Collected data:
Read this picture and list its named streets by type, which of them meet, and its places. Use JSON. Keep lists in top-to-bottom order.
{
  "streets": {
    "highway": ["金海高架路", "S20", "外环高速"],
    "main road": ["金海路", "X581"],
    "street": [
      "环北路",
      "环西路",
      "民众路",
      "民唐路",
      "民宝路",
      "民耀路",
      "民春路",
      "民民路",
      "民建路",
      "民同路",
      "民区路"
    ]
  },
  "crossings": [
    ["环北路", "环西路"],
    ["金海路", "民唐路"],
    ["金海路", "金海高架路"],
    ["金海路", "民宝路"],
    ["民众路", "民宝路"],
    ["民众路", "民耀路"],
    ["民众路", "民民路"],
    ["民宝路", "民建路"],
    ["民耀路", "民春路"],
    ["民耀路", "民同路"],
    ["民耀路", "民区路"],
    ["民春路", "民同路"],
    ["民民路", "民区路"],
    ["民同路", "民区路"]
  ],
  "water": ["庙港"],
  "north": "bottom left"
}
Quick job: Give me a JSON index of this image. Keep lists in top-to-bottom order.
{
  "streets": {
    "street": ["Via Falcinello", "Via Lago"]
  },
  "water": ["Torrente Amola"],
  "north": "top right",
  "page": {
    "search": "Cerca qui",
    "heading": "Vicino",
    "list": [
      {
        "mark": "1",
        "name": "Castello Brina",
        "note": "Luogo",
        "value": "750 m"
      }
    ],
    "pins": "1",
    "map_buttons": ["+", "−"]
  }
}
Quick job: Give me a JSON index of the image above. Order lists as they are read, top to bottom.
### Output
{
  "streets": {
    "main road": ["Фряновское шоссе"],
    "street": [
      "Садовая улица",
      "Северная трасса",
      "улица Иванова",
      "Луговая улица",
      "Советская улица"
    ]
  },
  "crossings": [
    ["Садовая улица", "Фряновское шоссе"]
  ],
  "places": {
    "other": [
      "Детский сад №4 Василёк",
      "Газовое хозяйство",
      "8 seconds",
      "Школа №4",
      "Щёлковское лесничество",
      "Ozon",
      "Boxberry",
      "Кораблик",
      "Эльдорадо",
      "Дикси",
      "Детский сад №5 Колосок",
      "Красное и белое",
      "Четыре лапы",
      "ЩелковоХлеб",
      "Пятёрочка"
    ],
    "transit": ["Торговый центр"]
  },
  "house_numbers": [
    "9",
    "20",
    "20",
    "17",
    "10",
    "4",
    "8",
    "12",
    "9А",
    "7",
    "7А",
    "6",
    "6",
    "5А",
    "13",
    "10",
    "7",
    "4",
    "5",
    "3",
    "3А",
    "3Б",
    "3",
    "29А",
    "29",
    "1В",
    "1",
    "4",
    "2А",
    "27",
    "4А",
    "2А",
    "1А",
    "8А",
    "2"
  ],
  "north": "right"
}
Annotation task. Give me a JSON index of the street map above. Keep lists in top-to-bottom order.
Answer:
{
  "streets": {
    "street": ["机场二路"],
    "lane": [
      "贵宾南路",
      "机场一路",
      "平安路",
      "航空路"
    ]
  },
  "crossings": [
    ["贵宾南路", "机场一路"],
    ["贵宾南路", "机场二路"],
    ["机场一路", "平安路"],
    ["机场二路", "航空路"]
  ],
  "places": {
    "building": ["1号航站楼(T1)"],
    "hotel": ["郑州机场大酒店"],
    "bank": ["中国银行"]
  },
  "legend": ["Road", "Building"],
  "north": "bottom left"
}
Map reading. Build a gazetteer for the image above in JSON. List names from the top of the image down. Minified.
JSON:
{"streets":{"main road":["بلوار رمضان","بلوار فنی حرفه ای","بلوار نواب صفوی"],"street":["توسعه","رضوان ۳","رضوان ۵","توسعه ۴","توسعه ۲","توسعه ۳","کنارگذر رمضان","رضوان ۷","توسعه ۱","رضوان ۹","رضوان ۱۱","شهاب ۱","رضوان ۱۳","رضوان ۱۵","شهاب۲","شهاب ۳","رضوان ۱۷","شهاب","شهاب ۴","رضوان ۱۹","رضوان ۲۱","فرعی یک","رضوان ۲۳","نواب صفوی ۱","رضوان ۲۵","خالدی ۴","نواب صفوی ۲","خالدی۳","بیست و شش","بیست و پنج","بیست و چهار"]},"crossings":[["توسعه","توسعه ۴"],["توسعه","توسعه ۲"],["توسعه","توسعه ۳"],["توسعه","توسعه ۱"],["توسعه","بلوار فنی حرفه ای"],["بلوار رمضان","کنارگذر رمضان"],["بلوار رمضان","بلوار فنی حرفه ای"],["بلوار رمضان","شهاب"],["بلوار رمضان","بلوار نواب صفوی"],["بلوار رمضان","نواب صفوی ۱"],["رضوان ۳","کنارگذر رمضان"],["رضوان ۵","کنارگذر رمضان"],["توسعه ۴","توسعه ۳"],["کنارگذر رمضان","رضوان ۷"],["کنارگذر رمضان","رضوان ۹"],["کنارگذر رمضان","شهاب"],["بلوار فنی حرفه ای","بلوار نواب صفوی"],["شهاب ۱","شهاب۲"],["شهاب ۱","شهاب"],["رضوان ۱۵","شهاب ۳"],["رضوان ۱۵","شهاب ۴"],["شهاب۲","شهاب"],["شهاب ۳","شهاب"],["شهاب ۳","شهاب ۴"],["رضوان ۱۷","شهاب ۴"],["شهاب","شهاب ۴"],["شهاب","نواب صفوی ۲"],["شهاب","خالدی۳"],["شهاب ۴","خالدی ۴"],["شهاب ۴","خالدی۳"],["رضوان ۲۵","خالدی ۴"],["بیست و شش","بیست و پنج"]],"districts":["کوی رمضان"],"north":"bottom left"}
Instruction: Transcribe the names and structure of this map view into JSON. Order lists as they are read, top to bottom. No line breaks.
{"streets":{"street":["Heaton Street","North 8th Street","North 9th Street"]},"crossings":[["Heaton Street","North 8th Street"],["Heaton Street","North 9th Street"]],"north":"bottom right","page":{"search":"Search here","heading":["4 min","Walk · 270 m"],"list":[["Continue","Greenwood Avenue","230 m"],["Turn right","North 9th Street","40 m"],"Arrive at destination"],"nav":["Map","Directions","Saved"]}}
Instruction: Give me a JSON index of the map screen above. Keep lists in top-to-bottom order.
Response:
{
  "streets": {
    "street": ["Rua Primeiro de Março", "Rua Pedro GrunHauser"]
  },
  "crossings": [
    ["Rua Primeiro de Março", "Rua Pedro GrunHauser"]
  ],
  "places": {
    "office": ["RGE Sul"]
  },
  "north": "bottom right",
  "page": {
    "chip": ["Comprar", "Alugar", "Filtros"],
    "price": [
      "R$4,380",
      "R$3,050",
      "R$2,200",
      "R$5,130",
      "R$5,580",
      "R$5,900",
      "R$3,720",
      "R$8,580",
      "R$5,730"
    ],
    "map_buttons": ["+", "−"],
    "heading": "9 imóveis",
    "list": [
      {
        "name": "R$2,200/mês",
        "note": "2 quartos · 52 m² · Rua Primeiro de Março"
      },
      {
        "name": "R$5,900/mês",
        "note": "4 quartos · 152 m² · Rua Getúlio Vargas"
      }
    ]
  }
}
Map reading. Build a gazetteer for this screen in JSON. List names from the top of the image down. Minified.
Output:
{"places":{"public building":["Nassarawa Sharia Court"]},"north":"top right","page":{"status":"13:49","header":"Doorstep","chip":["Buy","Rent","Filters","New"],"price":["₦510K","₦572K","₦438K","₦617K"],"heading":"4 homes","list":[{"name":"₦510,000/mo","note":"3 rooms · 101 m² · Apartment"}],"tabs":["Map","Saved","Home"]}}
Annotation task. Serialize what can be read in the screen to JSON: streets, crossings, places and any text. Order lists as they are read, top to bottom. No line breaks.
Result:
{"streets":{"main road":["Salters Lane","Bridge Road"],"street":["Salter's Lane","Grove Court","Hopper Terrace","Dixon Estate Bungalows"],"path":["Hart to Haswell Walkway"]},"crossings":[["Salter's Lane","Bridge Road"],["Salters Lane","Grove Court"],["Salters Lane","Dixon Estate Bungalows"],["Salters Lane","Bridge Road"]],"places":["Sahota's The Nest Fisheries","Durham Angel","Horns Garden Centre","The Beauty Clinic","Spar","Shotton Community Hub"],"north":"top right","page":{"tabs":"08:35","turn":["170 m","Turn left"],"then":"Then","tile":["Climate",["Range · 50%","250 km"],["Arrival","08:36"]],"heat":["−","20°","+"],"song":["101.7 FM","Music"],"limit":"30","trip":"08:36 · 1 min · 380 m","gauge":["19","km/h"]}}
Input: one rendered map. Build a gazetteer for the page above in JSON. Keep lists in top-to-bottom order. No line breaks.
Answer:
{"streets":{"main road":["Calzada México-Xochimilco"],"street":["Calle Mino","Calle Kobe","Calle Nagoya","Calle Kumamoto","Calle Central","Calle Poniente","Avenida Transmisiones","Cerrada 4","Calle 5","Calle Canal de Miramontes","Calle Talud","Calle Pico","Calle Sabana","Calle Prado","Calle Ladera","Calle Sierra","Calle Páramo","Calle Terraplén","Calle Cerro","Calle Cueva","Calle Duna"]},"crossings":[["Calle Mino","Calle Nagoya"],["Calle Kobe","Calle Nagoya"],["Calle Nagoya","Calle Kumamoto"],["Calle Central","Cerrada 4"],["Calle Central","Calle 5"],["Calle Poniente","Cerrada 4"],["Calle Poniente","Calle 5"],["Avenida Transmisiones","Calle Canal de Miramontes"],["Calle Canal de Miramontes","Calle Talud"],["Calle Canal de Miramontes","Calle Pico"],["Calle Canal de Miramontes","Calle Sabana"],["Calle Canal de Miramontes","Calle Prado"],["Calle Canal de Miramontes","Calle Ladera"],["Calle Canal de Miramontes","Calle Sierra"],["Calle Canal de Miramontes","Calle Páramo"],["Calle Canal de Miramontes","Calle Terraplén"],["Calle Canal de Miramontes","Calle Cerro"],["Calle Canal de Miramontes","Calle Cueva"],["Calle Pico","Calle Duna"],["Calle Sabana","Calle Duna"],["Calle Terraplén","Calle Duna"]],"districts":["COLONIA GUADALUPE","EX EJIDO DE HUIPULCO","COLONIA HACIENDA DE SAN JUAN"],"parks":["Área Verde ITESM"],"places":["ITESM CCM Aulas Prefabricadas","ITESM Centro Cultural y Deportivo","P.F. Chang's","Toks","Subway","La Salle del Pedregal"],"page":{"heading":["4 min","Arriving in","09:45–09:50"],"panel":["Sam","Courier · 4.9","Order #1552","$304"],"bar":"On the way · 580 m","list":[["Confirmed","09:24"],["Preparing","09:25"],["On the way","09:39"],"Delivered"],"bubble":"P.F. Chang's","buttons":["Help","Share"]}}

§ **Aim of the exercise**: Would you please filter the lines above and copy every one that includes "шоссе"?

§ **Finished task**:
    "main road": ["Фряновское шоссе"],
    ["Садовая улица", "Фряновское шоссе"]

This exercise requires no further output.